Another vendor elbowed the standing passengers to make room for his on-board shop. The man was selling literature in the form of booklets of poetry, Naats and stories teaching morality. Even if the price of a set of books was so tempting that I could have bought all of them, but something kept me from buying – perhaps I am not used to buy anything, except ticket, on board a bus. Still, the vendor found many readers for his books, owing to his skill of reading out interesting teasers out of the books.

Another quiet interesting feature of the ride – that kept me attentive throughout the journey – was public debate going on in the bus. Capitalising on the absence of an irritating moderator, everyone aboard was free to discuss anything from the Blackwater plot to steal Pakistani nukes to the political wrangling in the wake of NRO. It was a pleasant surprise for me to know that the common man – a term sadly coined for the have-nots of society by those who matter – knows everything happening around, and they won’t let the rulers to take them for a ride anymore. As topics for the public debate grew, so did the crowd in the bus, and it was time for me to get ready for another feast – that was to get off the bus.

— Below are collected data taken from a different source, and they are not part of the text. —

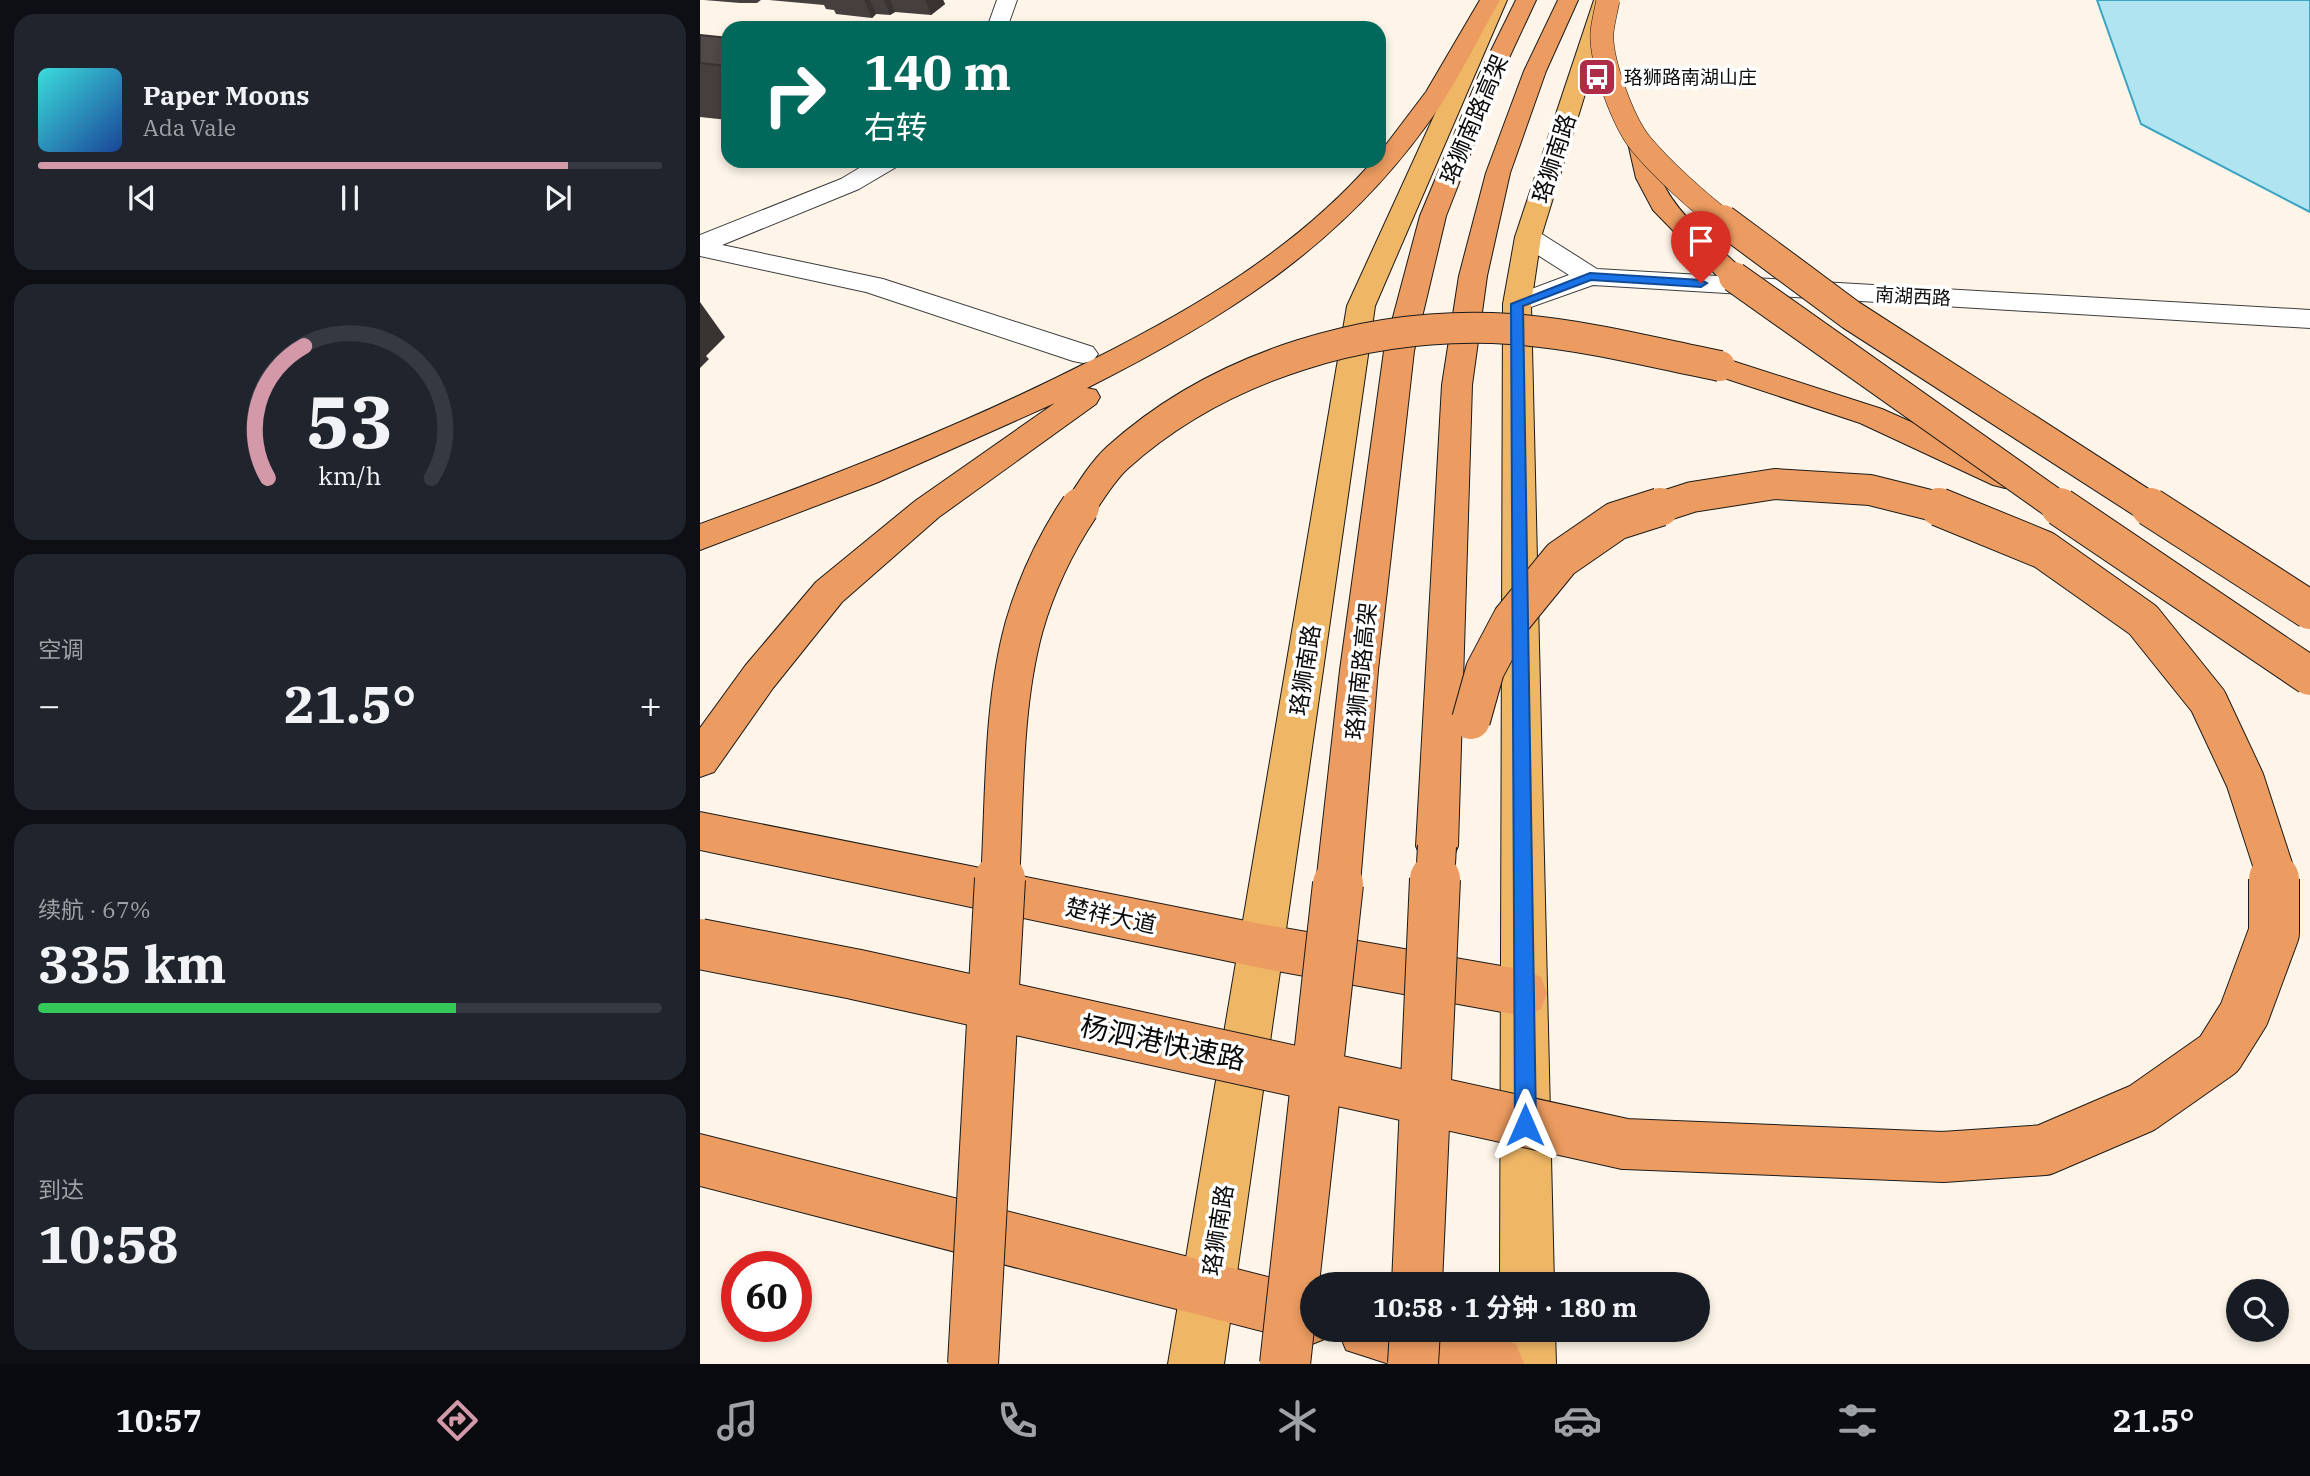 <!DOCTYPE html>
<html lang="zh">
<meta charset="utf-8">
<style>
:root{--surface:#171b24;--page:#20242c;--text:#f1f3f6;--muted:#9ea1a6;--line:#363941;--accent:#d399a8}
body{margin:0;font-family:"IBM Plex Serif","Noto Sans SC",serif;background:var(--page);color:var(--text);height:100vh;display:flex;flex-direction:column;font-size:26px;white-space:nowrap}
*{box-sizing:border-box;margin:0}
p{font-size:23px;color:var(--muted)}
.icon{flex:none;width:38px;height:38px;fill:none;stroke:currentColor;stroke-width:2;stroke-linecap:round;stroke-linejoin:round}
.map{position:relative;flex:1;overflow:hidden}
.details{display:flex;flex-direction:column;gap:14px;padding:14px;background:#0d0f14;width:700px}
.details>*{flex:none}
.hud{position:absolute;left:21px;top:21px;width:665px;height:147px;border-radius:21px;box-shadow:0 4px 10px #0003;background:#00695c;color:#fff;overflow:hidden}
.tools{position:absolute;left:1526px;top:1279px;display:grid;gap:14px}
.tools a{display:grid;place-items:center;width:63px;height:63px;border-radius:50%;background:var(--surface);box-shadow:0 4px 10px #0003;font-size:35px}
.speed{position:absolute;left:21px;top:1251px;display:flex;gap:14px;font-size:35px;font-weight:700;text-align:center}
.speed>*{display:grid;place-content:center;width:91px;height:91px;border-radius:50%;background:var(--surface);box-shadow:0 4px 10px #0003;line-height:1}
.speed .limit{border:10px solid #d22;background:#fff;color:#111}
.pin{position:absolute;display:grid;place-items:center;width:60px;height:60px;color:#fff;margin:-72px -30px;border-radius:50% 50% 50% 0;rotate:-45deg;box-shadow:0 0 7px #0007}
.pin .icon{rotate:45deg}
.me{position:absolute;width:77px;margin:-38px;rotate:0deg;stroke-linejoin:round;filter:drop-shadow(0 0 5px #0008)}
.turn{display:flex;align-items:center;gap:24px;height:147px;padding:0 28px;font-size:32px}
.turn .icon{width:91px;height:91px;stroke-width:2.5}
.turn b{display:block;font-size:49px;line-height:60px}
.big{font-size:52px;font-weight:700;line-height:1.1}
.details .tile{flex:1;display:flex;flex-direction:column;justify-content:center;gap:10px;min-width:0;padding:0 24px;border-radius:21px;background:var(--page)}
.details .dial{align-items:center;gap:0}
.dial svg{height:182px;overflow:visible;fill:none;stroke:var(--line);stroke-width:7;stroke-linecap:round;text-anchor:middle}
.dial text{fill:var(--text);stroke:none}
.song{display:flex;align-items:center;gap:21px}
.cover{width:84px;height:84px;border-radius:10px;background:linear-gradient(135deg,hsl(180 70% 55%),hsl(220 70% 35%))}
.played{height:7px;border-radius:4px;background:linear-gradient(90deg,var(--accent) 85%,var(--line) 85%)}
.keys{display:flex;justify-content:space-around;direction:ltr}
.heat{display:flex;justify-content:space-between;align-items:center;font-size:38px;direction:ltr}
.charge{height:10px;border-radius:5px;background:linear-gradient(90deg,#34c759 67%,var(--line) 0)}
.trip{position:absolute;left:600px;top:1272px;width:410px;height:70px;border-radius:35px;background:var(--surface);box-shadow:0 4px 10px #0003;font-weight:700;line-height:70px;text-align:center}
.tab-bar{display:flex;height:112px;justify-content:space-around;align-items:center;background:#090b0e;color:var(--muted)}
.tab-bar .icon{width:49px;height:49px}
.tab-bar .selected{color:var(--accent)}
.tab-bar b{font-size:32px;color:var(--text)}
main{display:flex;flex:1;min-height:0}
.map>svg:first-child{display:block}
</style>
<main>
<section class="details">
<div class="tile">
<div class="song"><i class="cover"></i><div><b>Paper Moons</b><p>Ada Vale</p></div></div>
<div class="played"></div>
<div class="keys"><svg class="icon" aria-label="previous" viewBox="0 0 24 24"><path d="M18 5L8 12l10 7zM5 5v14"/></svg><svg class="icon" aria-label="pause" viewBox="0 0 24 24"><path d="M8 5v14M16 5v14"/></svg><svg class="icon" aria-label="next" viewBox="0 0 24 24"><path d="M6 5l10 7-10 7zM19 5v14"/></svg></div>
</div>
<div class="tile dial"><svg viewBox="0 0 100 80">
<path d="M14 69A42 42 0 1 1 86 69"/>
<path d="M14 69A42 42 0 0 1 30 11" stroke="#d399a8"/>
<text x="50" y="56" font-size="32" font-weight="700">53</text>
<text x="50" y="72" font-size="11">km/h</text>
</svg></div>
<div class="tile"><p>空调</p>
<div class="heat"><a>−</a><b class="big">21.5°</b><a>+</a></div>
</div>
<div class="tile"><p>续航 · 67%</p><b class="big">335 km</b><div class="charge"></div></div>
<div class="tile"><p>到达</p><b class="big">10:58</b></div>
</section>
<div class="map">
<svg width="1610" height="1364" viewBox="0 0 1610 1364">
<rect width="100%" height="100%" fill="#fef5e8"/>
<path fill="#b0e4f1" stroke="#3ca4c3" stroke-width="2" d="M1397,0H1610V212L1441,124Z"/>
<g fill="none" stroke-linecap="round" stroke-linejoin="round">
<g stroke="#3d3d3d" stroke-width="2">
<g id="minor">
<path d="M297,0H317L307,28H287Z"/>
<path d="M171,161H201L198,166L159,189L22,245L183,279L393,347L398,354L393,361L383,363L373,361L166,292L0,256V235L141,179Z"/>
</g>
</g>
<g stroke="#3d3d3d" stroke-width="2">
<path id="tertiary" d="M828,229L837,231L897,269L1610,310V328L893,285L817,312L807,310L803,304L807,298L869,275L819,243L815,237L819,231Z"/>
</g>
<g stroke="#1b1b1b" stroke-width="2">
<g id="primary">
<path d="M787,0H807L675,306L524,1364H468L647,306Z"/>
<path d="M894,0H914L841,237L831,304L854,1284H800L803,304L815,237Z"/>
<path d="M799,1330H855L856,1364H800Z"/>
</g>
</g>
<g stroke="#1b1b1b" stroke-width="2">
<g id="trunk">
<path d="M780,0H800C780,35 762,72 740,106C649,241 530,316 387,388L396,390L400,397L396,404L239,517L142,602L73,688L14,772L0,777V728L45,666L116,582L215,501L355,403L176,483L0,550V524C133,476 264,425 390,361C495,308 595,250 673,161H679V154L726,92Z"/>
<path d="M816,0H836L802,73L746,216L714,351L678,670L660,884L654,898L638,904L622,898L616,884L640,670L684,351L720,216L780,73Z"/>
<path d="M858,0H878L846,71L810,173L787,276L772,385L758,846L752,860L737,865L722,860L716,846L742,385L759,276L786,173L824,71Z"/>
<path d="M940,136L948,138C957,150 955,166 961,179C977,216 1015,243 1044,271L1048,277L1044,283L1034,285L1024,283L953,210L936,178L928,143L932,138Z"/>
<path d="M1020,357L1182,409L1317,469L1321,477L1317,485L1305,488L1293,485L1160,423L1009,373L1005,366L1009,359Z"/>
<path d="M0,812L561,924L824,970L841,977L847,993L841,1009L824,1016L561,968L0,850Z"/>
<path d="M0,1134L612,1288V1330H634L632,1336L612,1344L0,1186Z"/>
<path d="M638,1330H775L816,1344L824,1364H689L646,1350Z"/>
</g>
</g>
<use href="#minor" fill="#fff" fill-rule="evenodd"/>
<use href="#tertiary" fill="#fff" fill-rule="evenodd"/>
<use href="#primary" fill="#efb666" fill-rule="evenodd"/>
<use href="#trunk" fill="#ec9c60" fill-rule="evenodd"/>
<g stroke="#1b1b1b" stroke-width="24" stroke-linecap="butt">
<path id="trunk-bridge-far3" d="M908,0C906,11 903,22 902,32C900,60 923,122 941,144C962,169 999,203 1025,222"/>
</g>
<g stroke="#1b1b1b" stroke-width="32" stroke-linecap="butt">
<g id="trunk-bridge-far2">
<path d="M1023,220L1151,315L1452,509"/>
<path d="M1034,277L1362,509"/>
<path d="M379,509C390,492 402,472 417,458C521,364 672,320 811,329C881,334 951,352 1020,366"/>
<path d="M955,509L992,497L1075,484L1170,490L1246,509"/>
</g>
</g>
<g stroke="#1b1b1b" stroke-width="40" stroke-linecap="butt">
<g id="trunk-bridge-far1">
<path d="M1239,507L1344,550L1443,620L1508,701L1545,780L1574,869V881"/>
<path d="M1360,507L1610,676"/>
<path d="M1450,507L1610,610"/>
<path d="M771,720L785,670L812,619L861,559L916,521L960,507"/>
<path d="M300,881C305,798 302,708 324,627C336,585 356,543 380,507"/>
<path d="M735,881L737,846"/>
</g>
</g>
<g stroke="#1b1b1b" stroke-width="52" stroke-linecap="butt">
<g id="trunk-bridge">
<path d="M0,944L154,974L925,1144L1243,1157L1344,1150L1442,1108L1519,1054L1544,1014L1574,933V879"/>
<path d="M717,1284L735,879"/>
<path d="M273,1364L300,879"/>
<path d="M585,1364L638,884"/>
<path d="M713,1364L715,1330"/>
</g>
</g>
<use href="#trunk-bridge-far3" stroke="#ec9c60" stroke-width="23"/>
<use href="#trunk-bridge-far2" stroke="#ec9c60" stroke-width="30"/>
<use href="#trunk-bridge-far1" stroke="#ec9c60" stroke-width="38"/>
<use href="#trunk-bridge" stroke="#ec9c60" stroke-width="50"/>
</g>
<g fill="#463f3d">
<path d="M4,0H61L57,3H40Z"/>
<path d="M69,0H243L245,4L231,15L195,12L190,15L176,14L172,18L136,14L134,10L126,9L124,5Z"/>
<path d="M0,35L28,38V120L0,117Z"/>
</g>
<g fill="#393332">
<path d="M164,0H170L176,14L172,18Z"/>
<path d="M184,0H190L195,12L190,15Z"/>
<path d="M225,0H243L245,4L231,15Z"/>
<path d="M0,302L25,337L6,356L9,359L0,368Z"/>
</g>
<path fill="#514947" stroke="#393332" stroke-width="2" d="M0,35L28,38V66L0,63Z"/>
<path fill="#1a73e8" stroke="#114b97" stroke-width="2" d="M890,273L1001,280L1007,283L1001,287L891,280L823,306L836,1125L833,1133L825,1136L818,1133L815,1125L811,304Z"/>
<defs>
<g id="bus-square" transform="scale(2.0125)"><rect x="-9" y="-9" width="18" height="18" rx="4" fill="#af2c49" stroke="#fff"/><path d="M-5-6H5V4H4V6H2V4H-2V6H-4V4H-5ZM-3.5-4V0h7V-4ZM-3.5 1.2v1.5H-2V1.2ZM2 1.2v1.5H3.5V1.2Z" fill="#fff"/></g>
</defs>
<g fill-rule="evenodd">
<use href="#bus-square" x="897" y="77"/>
</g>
<g text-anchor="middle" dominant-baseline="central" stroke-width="7" stroke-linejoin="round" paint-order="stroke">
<g font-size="19" fill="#0a0a0a" stroke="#fff" text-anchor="start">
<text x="924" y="77">珞狮路南湖山庄</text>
</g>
<g font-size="19" fill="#0a0a0a" stroke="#fff">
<text transform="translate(1213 296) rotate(3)">南湖西路</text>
</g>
<g font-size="23" fill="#0a0a0a" stroke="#fff">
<text transform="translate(773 119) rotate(-67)">珞狮南路高架</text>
<text transform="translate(853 158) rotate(-72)">珞狮南路</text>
<text transform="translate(604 670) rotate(-81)">珞狮南路</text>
<text transform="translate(660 671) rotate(-84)">珞狮南路高架</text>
<text transform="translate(411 915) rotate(12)">楚祥大道</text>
<text transform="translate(517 1230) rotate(-81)">珞狮南路</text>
</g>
<g font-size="28" fill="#0a0a0a" stroke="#fff">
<text transform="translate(463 1042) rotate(12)">杨泗港快速路</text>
</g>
</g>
</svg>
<div class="tools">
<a><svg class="icon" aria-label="search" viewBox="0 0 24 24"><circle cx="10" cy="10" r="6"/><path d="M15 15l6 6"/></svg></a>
</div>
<div class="speed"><div class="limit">60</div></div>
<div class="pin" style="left:1001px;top:283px;background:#d93025"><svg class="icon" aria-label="arrive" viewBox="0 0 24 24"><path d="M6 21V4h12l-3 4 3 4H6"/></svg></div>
<svg class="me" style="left:825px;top:1125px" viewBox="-20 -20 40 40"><path d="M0-17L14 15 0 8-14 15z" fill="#1a73e8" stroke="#fff" stroke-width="4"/></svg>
<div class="trip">10:58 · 1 分钟 · 180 m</div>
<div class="hud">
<div class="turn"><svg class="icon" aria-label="right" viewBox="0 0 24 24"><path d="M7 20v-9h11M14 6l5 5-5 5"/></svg><div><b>140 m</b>右转</div></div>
</div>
</div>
</main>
<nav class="tab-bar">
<b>10:57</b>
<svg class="icon selected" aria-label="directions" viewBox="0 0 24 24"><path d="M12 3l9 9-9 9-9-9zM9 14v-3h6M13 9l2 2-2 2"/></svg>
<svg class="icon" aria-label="music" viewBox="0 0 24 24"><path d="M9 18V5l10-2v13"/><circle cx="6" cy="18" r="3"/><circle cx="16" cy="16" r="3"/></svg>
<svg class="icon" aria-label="phone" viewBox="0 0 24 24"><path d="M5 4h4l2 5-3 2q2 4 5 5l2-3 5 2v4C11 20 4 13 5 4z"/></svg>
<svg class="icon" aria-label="climate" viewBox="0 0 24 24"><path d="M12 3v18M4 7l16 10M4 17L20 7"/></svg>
<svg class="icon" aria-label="car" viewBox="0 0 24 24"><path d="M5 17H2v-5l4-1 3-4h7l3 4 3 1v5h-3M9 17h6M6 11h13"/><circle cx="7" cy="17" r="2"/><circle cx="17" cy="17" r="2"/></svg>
<svg class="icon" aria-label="filters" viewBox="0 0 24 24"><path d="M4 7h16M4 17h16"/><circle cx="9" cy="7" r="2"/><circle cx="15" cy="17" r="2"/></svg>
<b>21.5°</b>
</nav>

The conductor announced my destination and I started pushing the passengers around, just as everybody was doing. It was one of the rare moments when I really hated myself for frantically pushing passengers and stepping on their toes in a bid to reach the bus door. The fact that it is hard to be courteous and civilized on board a public bus saddened me ‑ the reasons being countless. Once off the bus, I examined myself and thanked God for I was in one piece still wearing my woolen cap, shoes and jacket and still carrying my handbag. All I left behind was a noisy bus my yearning for a society where we don’t need to remind people of “BEHAVE”.